Memories of Mrs Win Jones (nee Davis)
Marjorie Abblitt was an organist and also my Sunday School Teacher. She later married Sid Barton at Station Road. They had two children, Shirley and Keith, who came to Sunday School and I taught Shirley. Hilda Havelock, sister of Sid, was an organist. She had two sons, John and William, who came to Sunday School and later were members of M.A.C. (Methodist Adventurers Club). Maggie Maskell, now Mrs Shipsey, was an organist as was J.Vivian Wadham. He was also the Church Treasurer until he moved to Ventnor, when I took over as treasurer for a while. (The "while" lasted 12 years!) The communion table was given by Viv Wadham and family in memory of his parents, John and Mary. The two matching chairs were given by Viv and family in memory of his wife, Gwladys. The pulpit light was given by the Griffin family in memory of Mrs Griffin's father, Mr Brown. The cross was given by me in memory of my mother, Violet Davis and was dedicated by Rev. Dudley Jenkins. There were two foot pedal organs( or harmoniums), one in the Church and one in the vestry. The Schoolroom had long pew-like, movable forms and when tea parties were held, large wooden trestle tables were brought in. These tables were stored in a corrugated iron roofed out house, adjoining the old kitchen. This building was dismantled to make way for the new kitchen.

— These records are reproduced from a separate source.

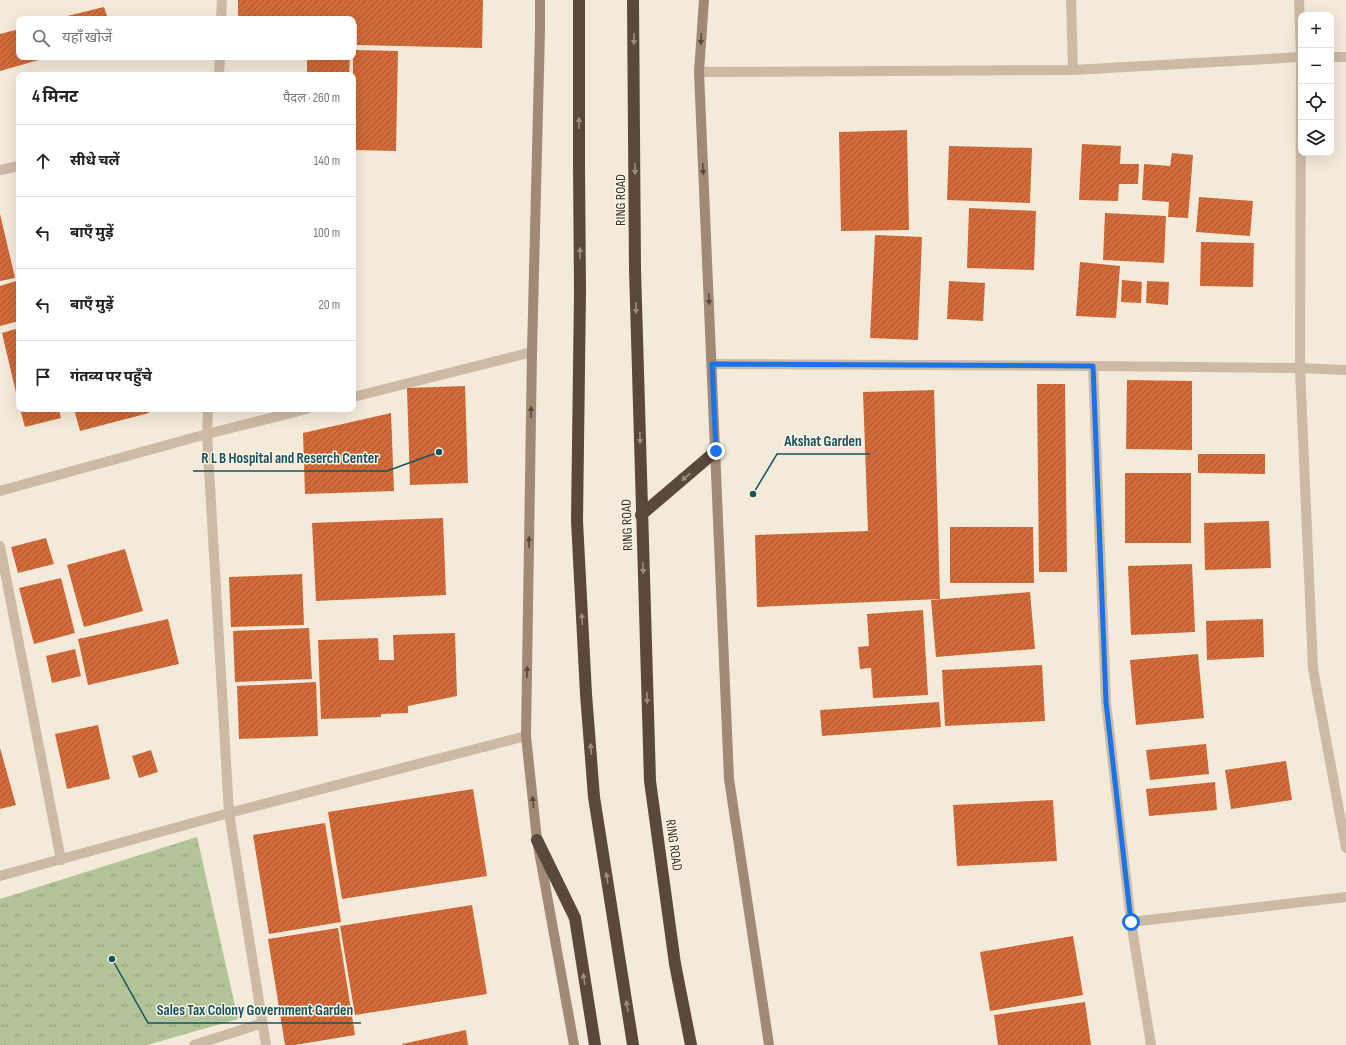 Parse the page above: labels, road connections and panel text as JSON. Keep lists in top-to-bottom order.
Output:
{
  "streets": {
    "highway": ["RING ROAD"]
  },
  "places": ["R L B Hospital and Reserch Center", "Akshat Garden", "Sales Tax Colony Government Garden"],
  "page": {
    "map_buttons": ["+", "−"],
    "search": "यहाँ खोजें",
    "heading": ["4 मिनट", "पैदल · 260 m"],
    "list": [
      ["सीधे चलें", "140 m"],
      ["बाएँ मुड़ें", "100 m"],
      ["बाएँ मुड़ें", "20 m"],
      "गंतव्य पर पहुँचे"
    ]
  }
} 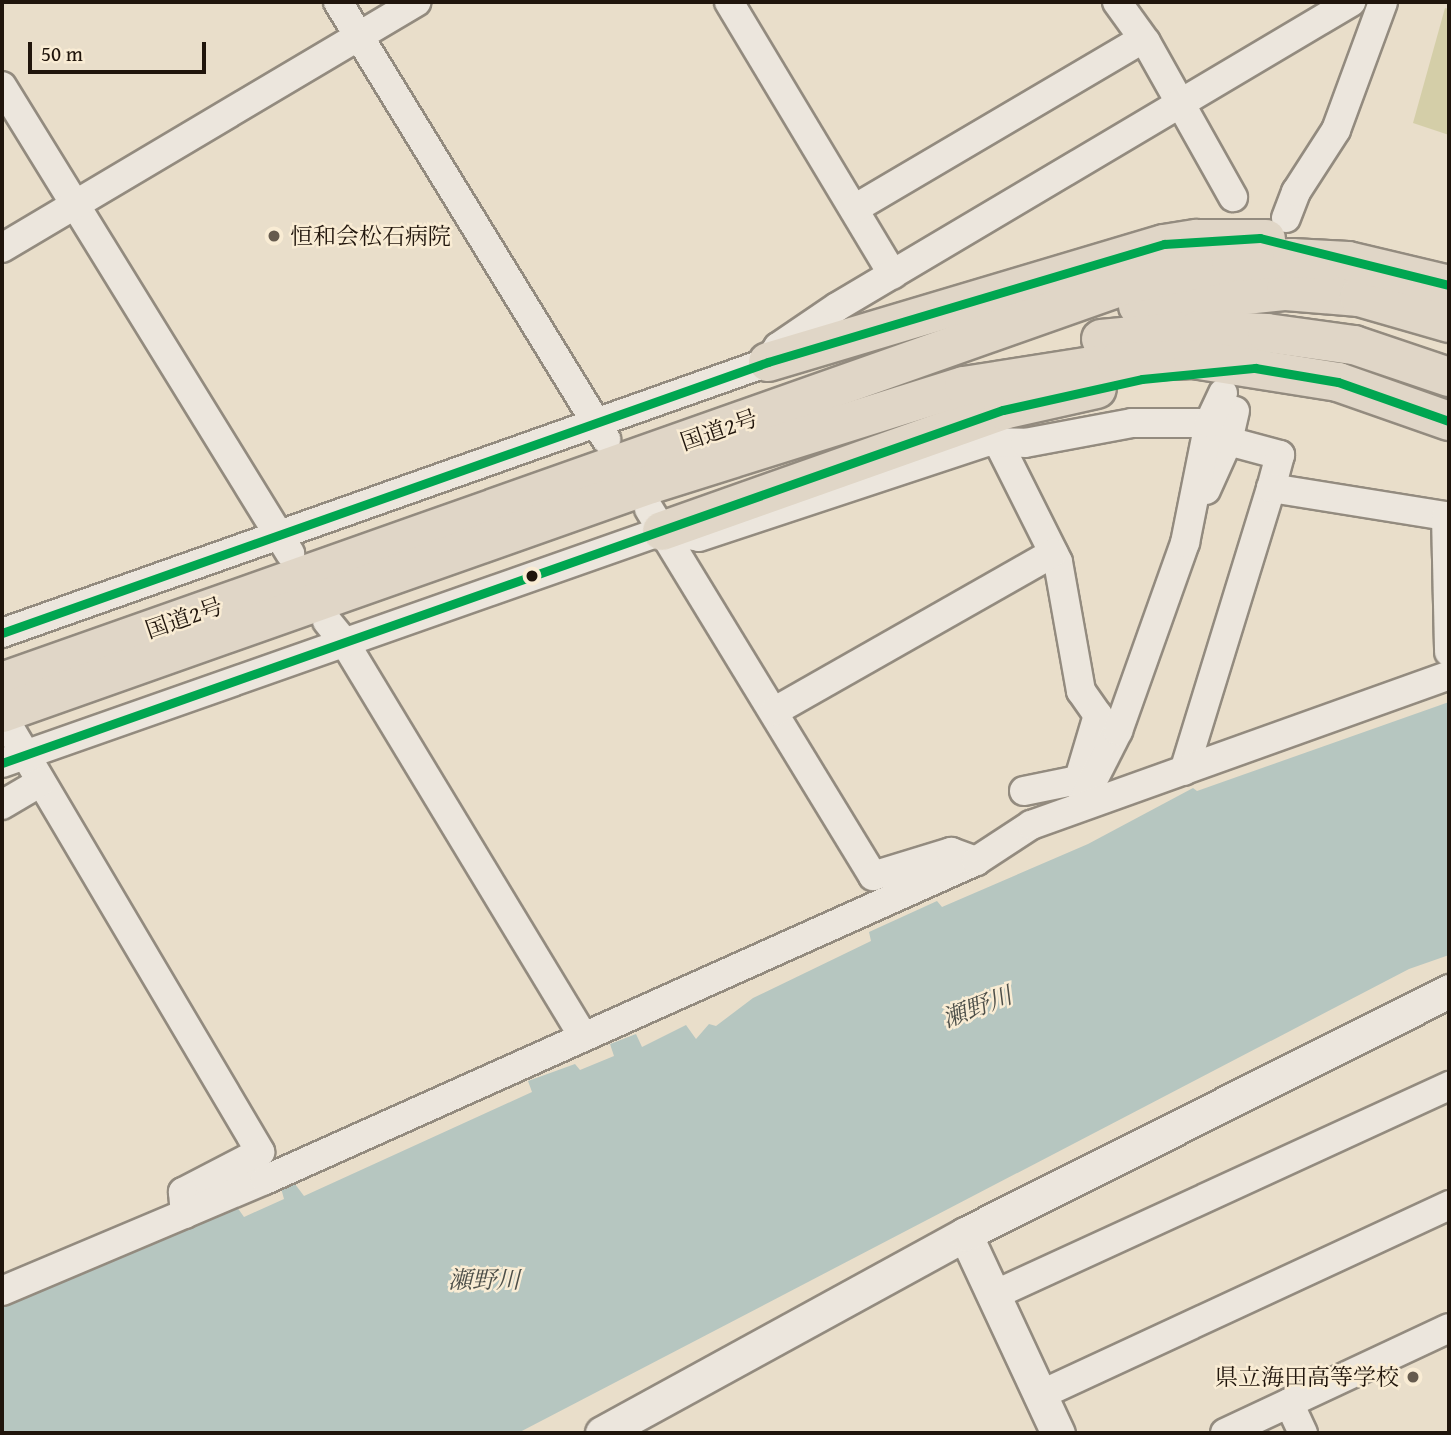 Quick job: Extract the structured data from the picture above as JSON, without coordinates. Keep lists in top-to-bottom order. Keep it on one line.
{"streets":{"highway":["国道2号"]},"water":["瀬野川"],"places":["恒和会松石病院","県立海田高等学校"],"scale_bar":"50 m"}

Memories of Mrs Sue Woodward
I first came to Station Road in 1955/6. Mr John Dodd, from Newport, used to pick up us youngsters (who lived off the beaten track) in his car and would take us to Sunday School and Youth Club at Station Road. Mr Dodd had been a Japanese prisoner-of-war and had been very badly treated by them. He had a lovely family and his mother was a very Christian and kind lady. Mr Dodd used to take us to other youth groups and events. After leaving the Island, he ran an ex-prisoners hostel just outside of Winchester (Langley House). He died, sadly, of a brain tumour.
I went mostly to Havenstreet Sunday School where I used to take the classes there, as my family lived on the outskirts of the village. However, I loved my time at Station Road youth club and was so pleased, when I married, to settle in Wootton. I came back to Station Road and my son Andrew was christened here.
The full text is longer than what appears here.